-------- Dataset records
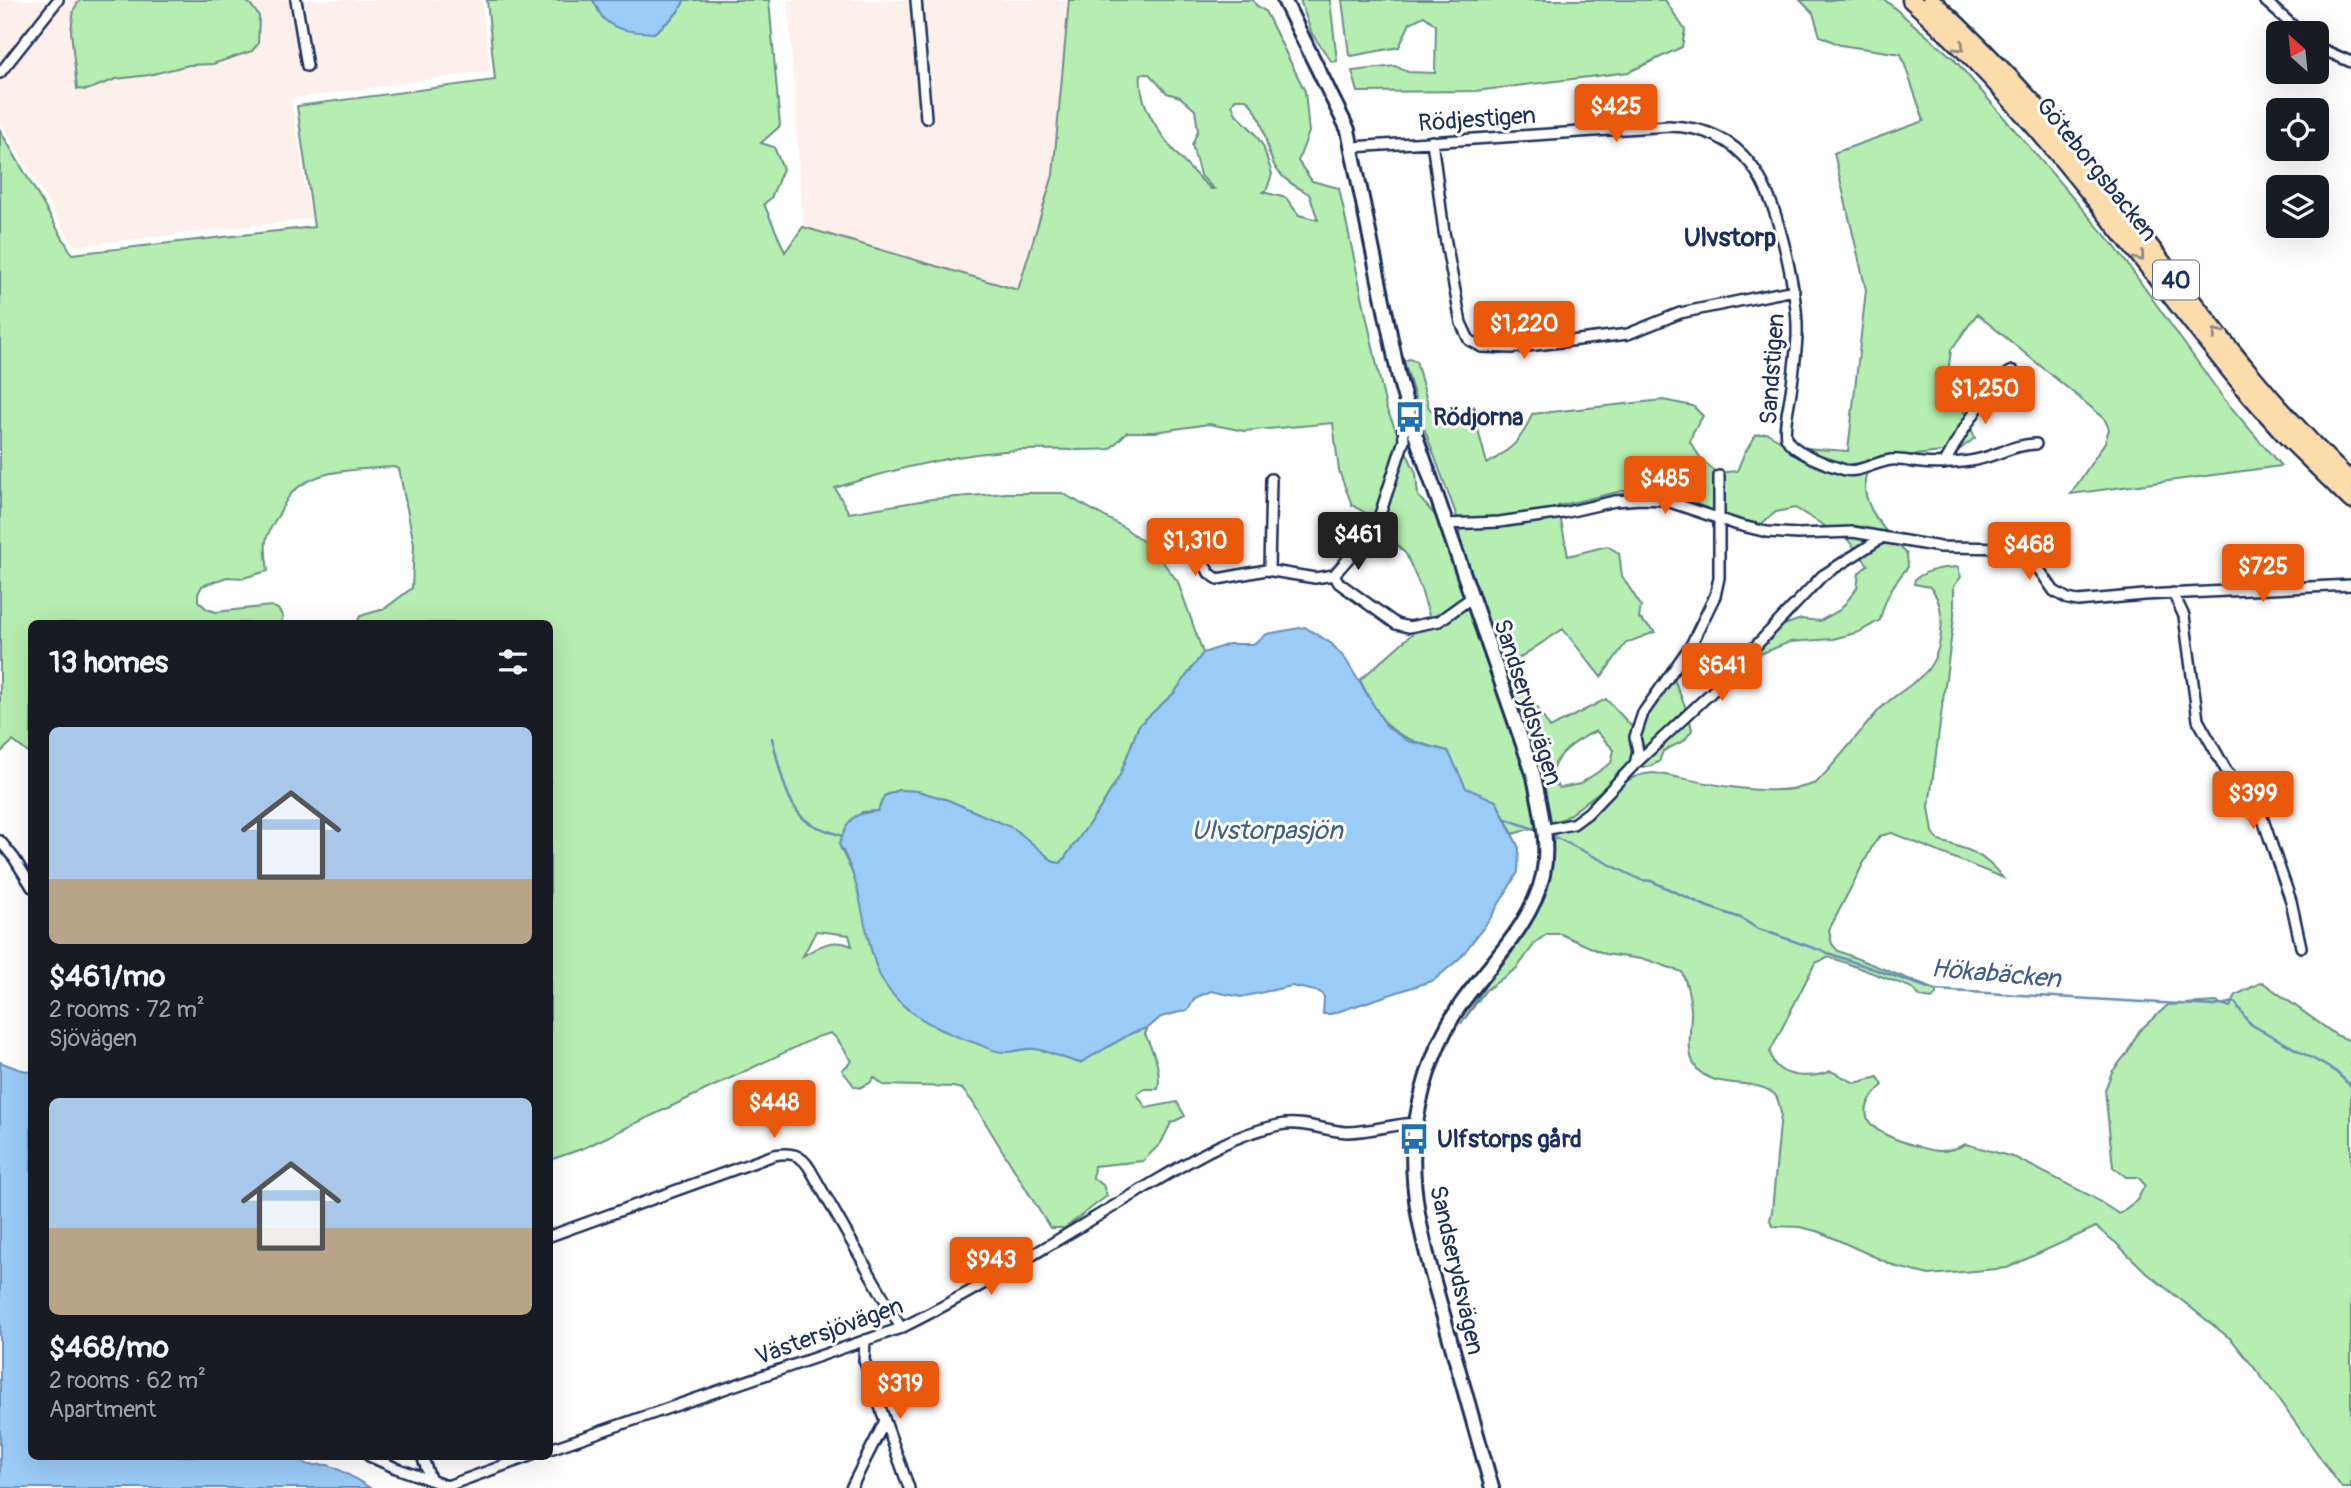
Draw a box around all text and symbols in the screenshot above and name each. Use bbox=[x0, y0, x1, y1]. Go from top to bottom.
north arrow bbox=[2266, 21, 2329, 84]
map controls bbox=[2266, 21, 2329, 238]
one-way arrow bbox=[1952, 39, 1965, 52]
pin: $425 bbox=[1575, 85, 1657, 144]
text: $425 bbox=[1590, 92, 1642, 121]
street label: Göteborgsbacken bbox=[2030, 92, 2163, 247]
button: locate bbox=[2266, 98, 2329, 161]
street label: Rödjestigen bbox=[1417, 101, 1537, 138]
button: layers bbox=[2266, 175, 2329, 238]
district label: Ulvstorp bbox=[1684, 222, 1776, 254]
one-way arrow bbox=[2131, 249, 2144, 262]
road number: 40 bbox=[2153, 260, 2199, 300]
pin: $1,220 bbox=[1467, 302, 1581, 361]
text: $1,220 bbox=[1490, 309, 1558, 338]
street label: Sandstigen bbox=[1754, 312, 1791, 426]
one-way arrow bbox=[2213, 329, 2225, 342]
pin: $1,250 bbox=[1928, 366, 2042, 426]
text: $1,250 bbox=[1951, 374, 2019, 403]
bus stop icon: Rödjorna bbox=[1393, 400, 1427, 434]
place label: Rödjorna bbox=[1433, 403, 1524, 432]
pin: $485 bbox=[1624, 456, 1706, 516]
text: $485 bbox=[1640, 464, 1690, 493]
pin: $461 bbox=[1317, 512, 1399, 572]
pin: $1,310 bbox=[1138, 518, 1252, 578]
text: $461 bbox=[1334, 520, 1382, 549]
pin: $468 bbox=[1988, 522, 2070, 582]
text: $1,310 bbox=[1163, 526, 1227, 555]
text: $468 bbox=[2004, 530, 2054, 559]
pin: $725 bbox=[2222, 544, 2304, 604]
text: $725 bbox=[2238, 552, 2288, 581]
street label: Sandserydsvägen bbox=[1487, 615, 1568, 789]
icon: filters bbox=[494, 643, 532, 681]
text: 13 homes bbox=[49, 644, 168, 681]
pin: $641 bbox=[1681, 644, 1763, 703]
text: $641 bbox=[1698, 651, 1746, 680]
icon: home bbox=[228, 772, 354, 898]
pin: $399 bbox=[2212, 772, 2294, 831]
text: $399 bbox=[2229, 779, 2278, 808]
water label: Ulvstorpasjön bbox=[1191, 815, 1344, 847]
water label: Hökabäcken bbox=[1930, 952, 2063, 996]
text: $461/mo bbox=[49, 958, 165, 995]
text: 2 rooms · 72 m² bbox=[49, 995, 205, 1024]
text: Sjövägen bbox=[49, 1024, 137, 1053]
pin: $448 bbox=[733, 1080, 815, 1140]
text: $448 bbox=[749, 1088, 799, 1117]
bus stop icon: Ulfstorps gård bbox=[1397, 1122, 1431, 1156]
place label: Ulfstorps gård bbox=[1437, 1125, 1582, 1154]
icon: home bbox=[228, 1143, 354, 1269]
street label: Sandserydsvägen bbox=[1423, 1183, 1490, 1358]
pin: $943 bbox=[950, 1238, 1032, 1297]
text: $943 bbox=[966, 1245, 1016, 1274]
street label: Västersjövägen bbox=[751, 1291, 907, 1372]
text: $468/mo bbox=[49, 1329, 169, 1366]
pin: $319 bbox=[859, 1362, 941, 1421]
text: 2 rooms · 62 m² bbox=[49, 1366, 206, 1395]
text: $319 bbox=[877, 1369, 923, 1398]
text: Apartment bbox=[49, 1395, 156, 1424]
----------------
**The task:** Could you copy every line in the records that holds "water"?

**Solution for this exercise:**
water label: Ulvstorpasjön bbox=[1191, 815, 1344, 847]
water label: Hökabäcken bbox=[1930, 952, 2063, 996]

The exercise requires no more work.